Он переменился в лице. И это все заметили.

— Да-да, — подтвердил художник. — Остальные приезжают регулярно. Я хотел тебе позвонить, но подумал, что неудобно…

— Зря! Надо было позвонить! Понимаешь, Михаил куда-то периодически исчезает. Как-то отсутствовал несколько дней. Каждый раз говорит, что едет к учителю… Но ведь учитель у него один — ты! Значит, врёт? — Леонид Анисимович был в явной растерянности.

— Может, Мишу потянуло на современную живопись? Это не страшно. Надо переболеть модными течениями, — ободрил Жоголя Решилин. — Это — как детская болезнь, никого не минует. Я тоже когда-то…

— Нет-нет, я должен разобраться! — перебил художника Жоголь. — Ох, не нравится мне его болезнь. — Он покачал головой. — Миша последнее время ведёт себя как-то странно. И дружки новые появились, извините, чокнутые несколько. Представляешь, завалились однажды вчетвером среди ночи. Заросшие, в невообразимых лохмотьях. Девчонка с ними — тоже вся обтрёпанная, напялила на себя три свитера, один на другой. И на всех какие-то медальончики, погремушки, амулеты… Жена стала хлопотать, покормила их, предложила помыться в ванне, постели приготовила. А они улеглись на кухне, прямо на полу. Я потом спросил Михаила: кто такие? Сказал, что знакомые. И все.

— Современная молодёжь, — сказал сочувственно Пётр Мартынович. — Забот у них настоящих нет, вот и куражатся. Выдумывают идолов. То в хиппи играют, то в панков…

— Ладно, выясню, — как бы подбил черту Жоголь, которому обсуждать поведение сына при посторонних, по-видимому, не хотелось.

Пока Леонид Анисимович звонил в министерство, а Решилин что-то обсуждал со своим бывшим учителем, Глеб и Вика последний раз подошли к воде.

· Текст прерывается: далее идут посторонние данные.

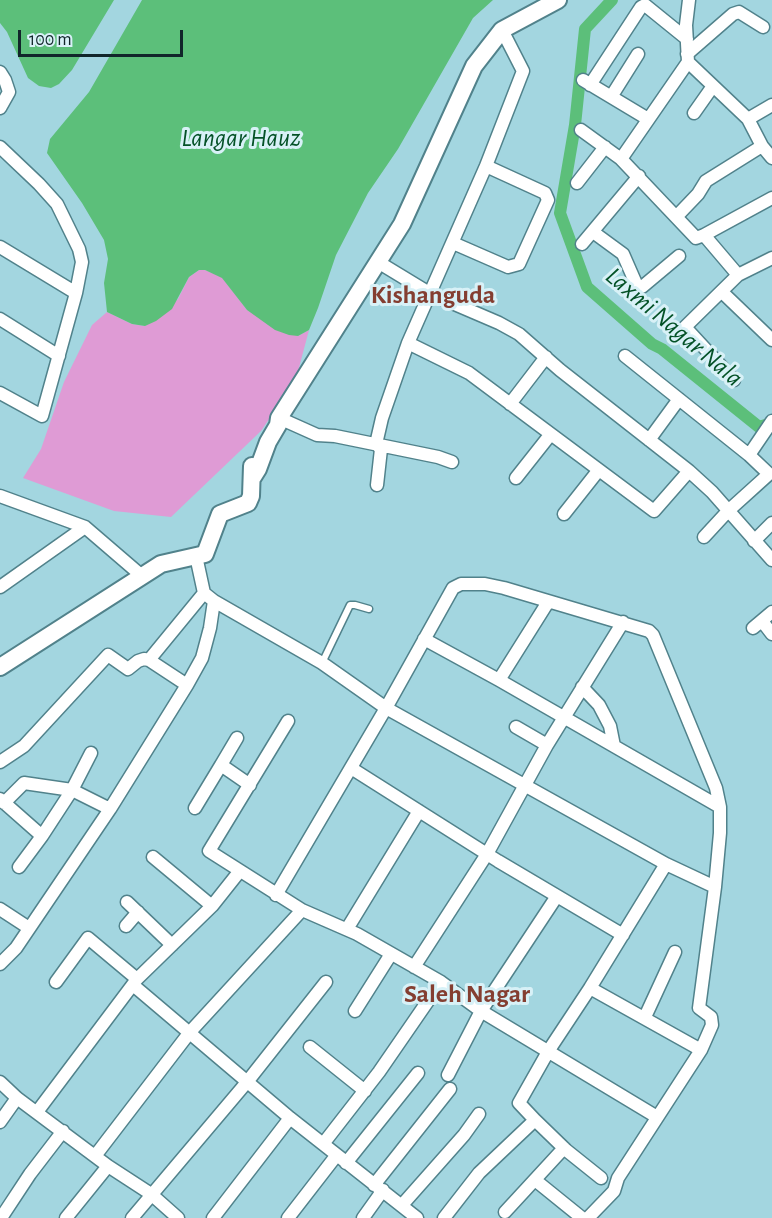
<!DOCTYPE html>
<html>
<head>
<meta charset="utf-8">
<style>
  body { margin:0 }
  #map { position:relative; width:772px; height:1218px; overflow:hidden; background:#a3d6e0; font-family:"Alegreya Sans",sans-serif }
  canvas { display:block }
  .scale { position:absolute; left:18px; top:30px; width:165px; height:27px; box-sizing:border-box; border:3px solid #11262a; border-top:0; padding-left:8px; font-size:18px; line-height:21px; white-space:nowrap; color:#11262a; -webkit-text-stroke:4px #d8f1f7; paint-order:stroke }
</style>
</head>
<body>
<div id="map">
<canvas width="772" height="1218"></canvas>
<div class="scale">100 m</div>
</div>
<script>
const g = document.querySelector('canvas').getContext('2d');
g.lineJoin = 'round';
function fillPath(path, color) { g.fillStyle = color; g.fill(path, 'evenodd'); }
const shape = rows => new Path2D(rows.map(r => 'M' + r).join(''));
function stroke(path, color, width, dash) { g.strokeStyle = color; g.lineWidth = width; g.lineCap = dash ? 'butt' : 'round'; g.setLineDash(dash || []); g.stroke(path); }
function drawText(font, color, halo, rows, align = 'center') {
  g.font = font + ' "Alegreya Sans",sans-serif'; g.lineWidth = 6; g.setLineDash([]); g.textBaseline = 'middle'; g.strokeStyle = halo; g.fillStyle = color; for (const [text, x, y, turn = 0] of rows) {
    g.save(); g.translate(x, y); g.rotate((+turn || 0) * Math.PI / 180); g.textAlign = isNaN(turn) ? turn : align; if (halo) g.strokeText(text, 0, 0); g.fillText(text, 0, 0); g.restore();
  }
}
const green = shape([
  [199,270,205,270,222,277,247,310,298,336,309,330,296,379,261,431,171,517,114,511,23,478,41,449,64,382,92,325,107,312,132,324,145,326,178,299,189,277]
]);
const water = shape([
  [0,0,114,0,72,70,59,84,51,88,39,86,28,78,7,32,0,23],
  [142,0,493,0,473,18,398,149,368,193,336,255,318,308,309,330,298,336,289,335,275,330,247,310,222,278,205,270,199,270,189,277,172,309,156,321,145,326,132,324,107,312,104,283,108,259,104,240,82,203,47,153,50,139,89,92]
]);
const canal = shape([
  [612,0,585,29,575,125,560,213,587,287,652,344,662,349,759,427,772,423]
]);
const lane = shape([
  [322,663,350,605,355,605,369,609]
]);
const street = shape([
  [689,0,686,25,688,62,748,119,762,146,772,158],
  [687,54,733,14,739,12,763,27],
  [0,72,5,80,9,92,0,108],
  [583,80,648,119],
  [590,85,641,7,645,5,687,39],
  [611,97,638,54],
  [694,113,713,86],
  [748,119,772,105],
  [581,130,621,159,696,238,704,235,738,275],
  [0,147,39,184,57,204,79,249,82,262,76,293,42,416,0,393],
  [621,159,688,62],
  [577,183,605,147],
  [676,217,698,194,706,181,762,146],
  [593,232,623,254,637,286,642,287,679,256],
  [704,235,772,198],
  [453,243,508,267,519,264,548,200,545,193,486,166],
  [582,244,639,176],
  [0,247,76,293],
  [378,262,429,293,499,323,519,334,560,370,689,471,712,492,772,560],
  [722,292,772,340],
  [0,319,59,356],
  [408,343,469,373,654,511,689,471],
  [625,356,749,455,769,474,728,511,704,537],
  [734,380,685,327,738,275,772,258],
  [510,404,546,357],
  [279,418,317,435,335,436,438,457,452,462],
  [649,440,679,399],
  [749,455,772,421],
  [516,478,550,435],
  [377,485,381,449,376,444,382,418,408,343,486,166,523,71,502,30],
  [0,496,85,527,142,576],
  [564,514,598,471],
  [754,541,772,523],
  [196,556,204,593,214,601,322,663,386,708,666,864],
  [0,587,85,527],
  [762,621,772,634],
  [753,628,772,612],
  [424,639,499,680,720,807,720,833,715,887,699,1008,711,1017,712,1025,701,1050,618,1178,614,1191,588,1218],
  [499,680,548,602],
  [187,685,149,660,204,593],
  [582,687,599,705,610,726,614,746],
  [288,721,209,851,302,910,357,934,441,982,481,1011,657,1117],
  [516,727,547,745],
  [91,753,72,790,110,809],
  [0,762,24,746,108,655,128,669,138,661,144,659,149,660],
  [221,765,237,738],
  [351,768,498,861,623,935],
  [0,799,42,836,19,867],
  [4,803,24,783,72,790,42,836],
  [195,808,221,765,250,785],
  [153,857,212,906],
  [276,895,386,708,453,588,461,584,485,584,504,588,649,631,653,635,716,788,720,807],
  [127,902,172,945],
  [0,909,29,928],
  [126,926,138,912],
  [347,929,419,811],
  [0,964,16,948,110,809,187,685,202,658,210,628,214,601],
  [414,967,487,854,547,745,623,622],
  [56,982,88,938,137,979],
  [133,985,290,1118,417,1218],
  [590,988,701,1050],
  [355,1011,391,954],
  [645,1017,675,952],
  [310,1047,365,1091],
  [448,1075,481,1011,557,896],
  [0,1082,17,1098,108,1166,151,1194,178,1218],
  [37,1112,137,979,212,906,239,872],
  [535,1120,566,1150,601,1178],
  [0,1122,17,1098],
  [323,1144,379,1072,441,982],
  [95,1156,190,1032,302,910],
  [346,1163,418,1073],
  [535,1180,582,1218],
  [374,1185,450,1089],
  [402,1205,464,1135,479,1114],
  [505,1212,564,1148],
  [1,1218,30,1174,63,1131],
  [66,1218,108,1166],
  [132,1218,247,1082,326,982],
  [213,1218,290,1118],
  [288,1218,336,1156],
  [363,1218,383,1190],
  [444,1218,479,1173,535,1120,519,1103,549,1050,590,988,666,864,715,887]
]);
const secondary = shape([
  [253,477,258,469,268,442,278,425,279,418,402,224,474,66,502,30,558,0],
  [0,667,161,564,205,554,220,514,248,503,251,496,252,466]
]);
const waterNames = [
  ["Langar Hauz",241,138],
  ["Laxmi Nagar Nala",674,327,40]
];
const neighbourhoodNames = [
  ["Kishanguda",433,295],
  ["Saleh Nagar",467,994]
];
fillPath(green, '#df9bd5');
fillPath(water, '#5cbf7a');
stroke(canal, '#5cbf7a', 12);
stroke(lane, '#51828b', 9);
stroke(street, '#51828b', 15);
stroke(secondary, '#51828b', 20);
stroke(lane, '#fff', 6);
stroke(street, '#fff', 12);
stroke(secondary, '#fff', 16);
drawText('italic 26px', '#045227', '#d8f1f7', waterNames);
drawText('bold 26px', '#843e31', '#d8f1f7', neighbourhoodNames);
</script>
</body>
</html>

Небо затягивало тучами, набегал ветерок, от которого водохранилище покрылось рябью, приобретая мутно-серый оттенок.

— Странно, — проговорил Ярцев, — Феодот Несторович, как я понял, напрочь отрицает современную живопись. А я, знаешь, вспомнил… Как-то смотрел в библиотеке старые «Огоньки», пятидесятых — шестидесятых годов, и увидел его картину на развороте — целина, трактора… Может, ошибаюсь?

— Нет, — улыбнулась Вика, — не ошибаешься. Было, Глеб. Когда сняли запрет с Пикассо, Гуттузо, Леже, он ударился, как и многие, в модернизм. Но ненадолго. Стал писать рабочих у станка, доярок, передовиков и так далее.

— По убеждению? — усмехнулся Глеб.

— Не знаю, — пожала плечами Вербицкая. — Во всяком случае, довольно быстро пошёл в гору. Получил звание заслуженного художника, одна за одной персональные выставки, крупные заказы. А потом… Потом, говорит, озарило. Как увидел работы Рублёва — словно мир перевернулся. С головой ушёл в древнерусское искусство, иконопись. Объездил весь север России, Псковщину, Новгородчину, Суздальщину, Владимирщину… Словом, где русский дух, где Русью пахнет. Ну а Рублёв стал для Решилина — все! Бог и учитель! Установка у Феодота Несторовича такая: дописать то, что не дописал в своё время Андрей Рублёв! — Вика вдруг подозрительно посмотрела на Ярцева. — Скажи прямо, не нравится?

— С чего ты взяла? — удивился Глеб. — Нравится. Честное слово!